This article will show you an easy way to choose the best broker that will work well with the Forex Market
a. The broker should be registered with the Commodity Futures Trading Commission (CFTC) as a Futures Commission Merchant (FCM). Because of this you have legal protection against any abusive trading practices and frauds that could arise.
b. Is the broker governed? This signifies that whenever you register with use their services you will have protection and insurance against any kind of internal fraud. Likewise, your funds will stay apart from the broker’s operating funds.
c. Is the broker one of the market makers whilst some are ECN brokers, offering a trading station for traders.
d. Look for brokers who offer low spreads. The spread is the difference between the bid and ask prices of the currencies you trade. Brokers do not make a commission on your trade, instead these people take the spread as reimbursement. Pay attention to variable spreads, they can be different for large accounts and mini-accounts.
e. Slippage. Can they provide you with specifics of what exactly slippage they would expect to occur during normal and fast moving markets?

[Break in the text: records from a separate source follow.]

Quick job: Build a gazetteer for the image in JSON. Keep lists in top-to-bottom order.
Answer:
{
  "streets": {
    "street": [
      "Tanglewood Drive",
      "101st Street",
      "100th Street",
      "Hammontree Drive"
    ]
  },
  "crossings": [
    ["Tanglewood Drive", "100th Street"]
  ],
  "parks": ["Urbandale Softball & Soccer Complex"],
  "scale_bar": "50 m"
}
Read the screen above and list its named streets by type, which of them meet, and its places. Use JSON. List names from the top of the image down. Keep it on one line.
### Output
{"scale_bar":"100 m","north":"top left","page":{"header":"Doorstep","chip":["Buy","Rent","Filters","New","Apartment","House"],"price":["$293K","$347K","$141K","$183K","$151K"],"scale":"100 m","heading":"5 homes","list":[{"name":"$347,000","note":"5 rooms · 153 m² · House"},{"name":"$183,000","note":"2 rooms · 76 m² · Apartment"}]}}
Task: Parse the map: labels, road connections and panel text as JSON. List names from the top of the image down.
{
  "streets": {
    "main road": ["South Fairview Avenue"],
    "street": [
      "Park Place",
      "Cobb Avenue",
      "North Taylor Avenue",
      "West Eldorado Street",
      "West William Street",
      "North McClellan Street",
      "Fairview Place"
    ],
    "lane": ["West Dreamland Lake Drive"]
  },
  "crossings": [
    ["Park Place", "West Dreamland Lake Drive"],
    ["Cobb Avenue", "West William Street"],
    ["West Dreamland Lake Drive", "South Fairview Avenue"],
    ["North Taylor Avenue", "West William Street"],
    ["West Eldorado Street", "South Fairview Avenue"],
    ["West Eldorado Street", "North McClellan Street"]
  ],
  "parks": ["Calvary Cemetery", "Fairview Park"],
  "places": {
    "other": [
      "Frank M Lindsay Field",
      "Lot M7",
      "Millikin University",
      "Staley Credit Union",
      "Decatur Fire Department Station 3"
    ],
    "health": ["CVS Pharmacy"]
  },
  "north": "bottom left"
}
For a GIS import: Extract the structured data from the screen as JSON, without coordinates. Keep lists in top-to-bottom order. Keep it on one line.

f. Margin requirements. Which is the percentage of the investment in your trades they would expect you to pay to open up a trade. You also want to be informed on their margin calls, along with the time you have to respond to such call.
g. The Rollover Policy. Do they have any minimum margin requirements that they use to earn interest on any overnight positions? Plus, do they have any other requirements or conditions with regards to you generating interest on any rollovers.
Make sure you examine thoroughly the trading directions to understand how the broker will help you handle your trades. If you happen to neglect some relevant particulars, you may lose money on your initial trade. So take the time to read the details and ask the brokers or their support staff any questions possibly you have before you open your first trade.